EGFRex20ins were detected in 12% of EGFR-mut NSCLC cases, which is higher than previously reported in smaller single institution series (~4-10% frequency). Prior record of molecular testing was not available for the majority of cases. Several reasons may explain the higher frequency of EGFRex20ins detected. This may reflect referral bias with enrichment for lung cancers from never smoking patients. However, for other common EGFR alterations, frequencies detected were comparable to those reported in the literature (15.5% of all NSCLC cases). Thus, the higher frequency of EGFRex20ins is likely rather due to advancement of sequencing technology and improved detection of these alterations at lower mutant allele frequency by next-generation sequencing. Mutation specific assays in some previous studies also likely underestimate the number of EGFRex20ins given the diversity of EGFRex20ins we detected by next-generation sequencing.

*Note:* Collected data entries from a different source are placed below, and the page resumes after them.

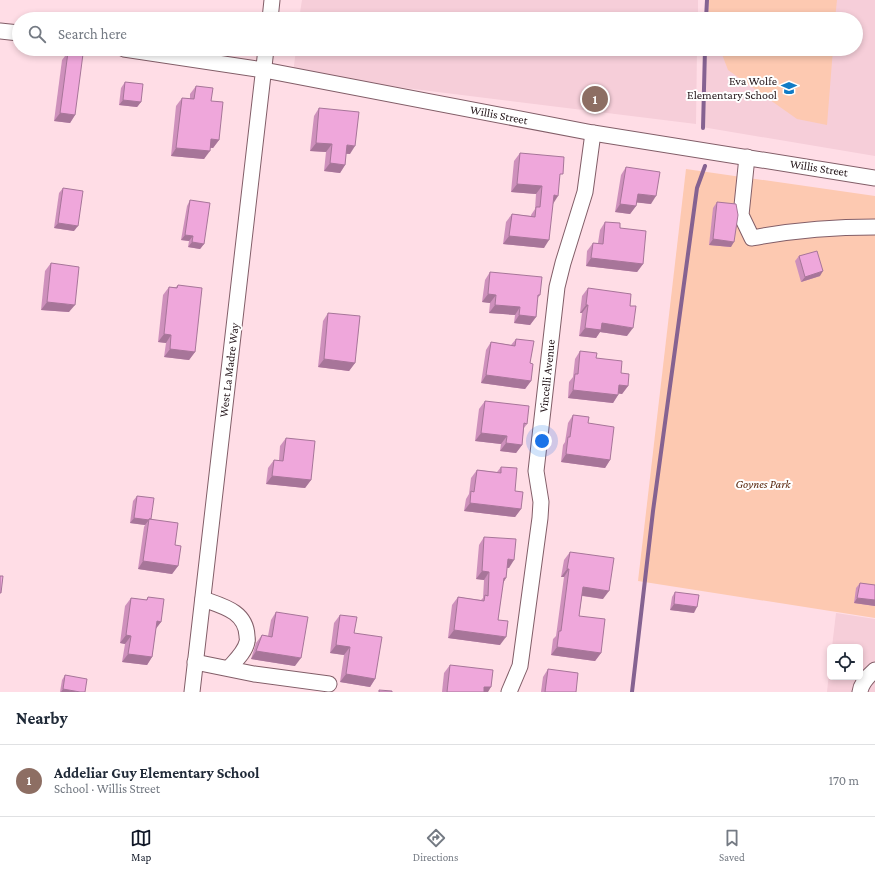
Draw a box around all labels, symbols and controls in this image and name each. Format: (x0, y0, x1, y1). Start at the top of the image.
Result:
search box (12, 12, 863, 56)
icon: search (26, 23, 48, 45)
text: Search here (58, 26, 127, 42)
place label: Eva Wolfe Elementary School (687, 74, 777, 102)
school or university icon: Eva Wolfe Elementary School (780, 79, 798, 97)
pin: 1 (582, 84, 608, 114)
street label: Willis Street (469, 103, 530, 128)
street label: Willis Street (789, 157, 850, 180)
street label: West La Madre Way (216, 321, 242, 418)
street label: Vincelli Avenue (536, 339, 558, 413)
your location (532, 431, 552, 451)
park label: Goynes Park (735, 477, 791, 491)
map controls (827, 644, 863, 680)
button: locate (827, 644, 863, 680)
text: Nearby (16, 709, 68, 728)
text: Addeliar Guy Elementary School (54, 765, 259, 781)
text: 1 (27, 773, 31, 788)
text: 170 m (829, 773, 859, 788)
text: School · Willis Street (54, 781, 160, 796)
tab: Map (130, 827, 152, 863)
tab: Directions (413, 827, 458, 863)
tab: Saved (719, 827, 745, 863)

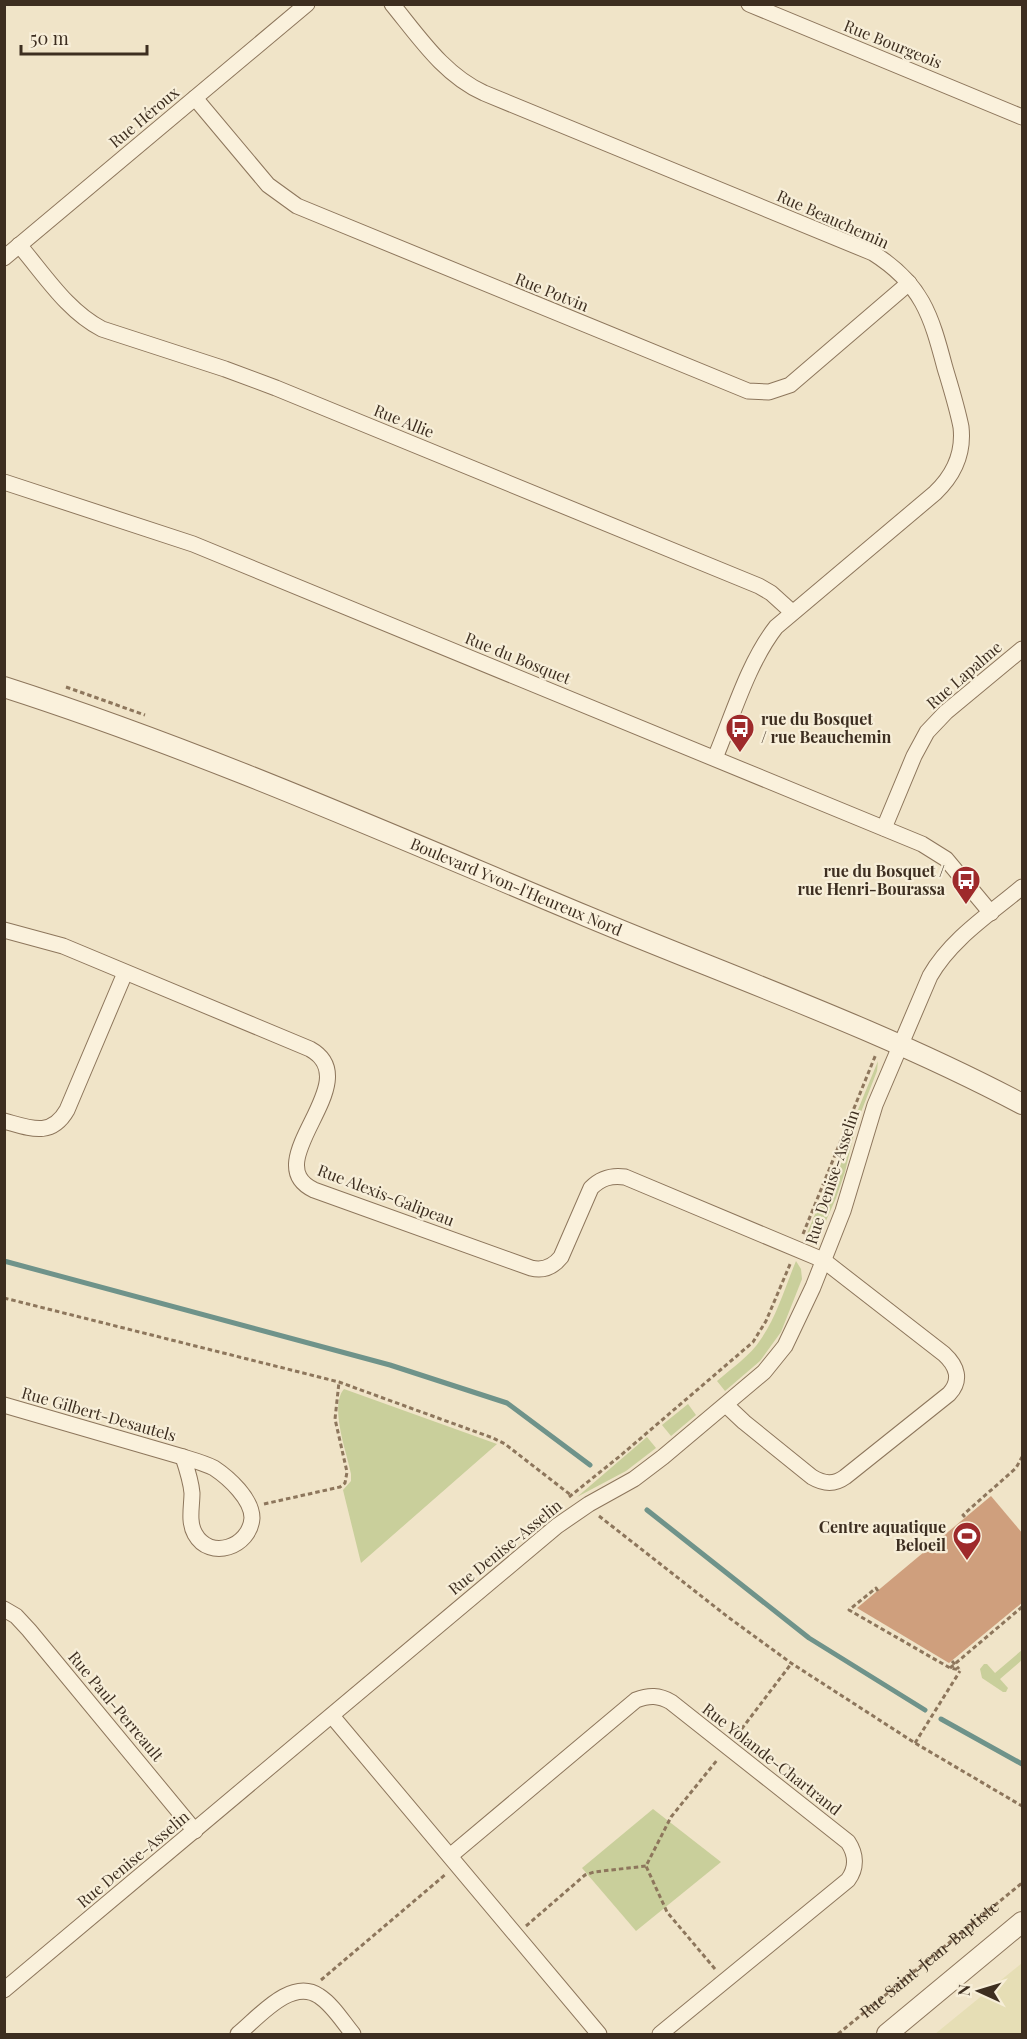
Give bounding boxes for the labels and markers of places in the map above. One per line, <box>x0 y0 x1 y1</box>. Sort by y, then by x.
place label: rue du Bosquet / rue Beauchemin <box>761 708 892 747</box>
bus stop icon: rue du Bosquet / rue Beauchemin <box>724 712 756 754</box>
place label: rue du Bosquet / rue Henri-Bourassa <box>797 860 946 899</box>
bus stop icon: rue du Bosquet / rue Henri-Bourassa <box>950 864 982 906</box>
place label: Centre aquatique Beloeil <box>819 1516 946 1555</box>
sports icon: Centre aquatique Beloeil <box>951 1520 983 1562</box>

A previous study of 27 cases at a single institution described 13 unique EGFRex20ins variants[6]. This dataset herein reports 263 cases including 64 unique EGFRex20ins variants with concomitant molecular alterations and tumor mutational burden (TMB), with a comparison of these co-occurring alterations to a large dataset of EGFR-wild-type and canonical EGFR-mutant NSCLC.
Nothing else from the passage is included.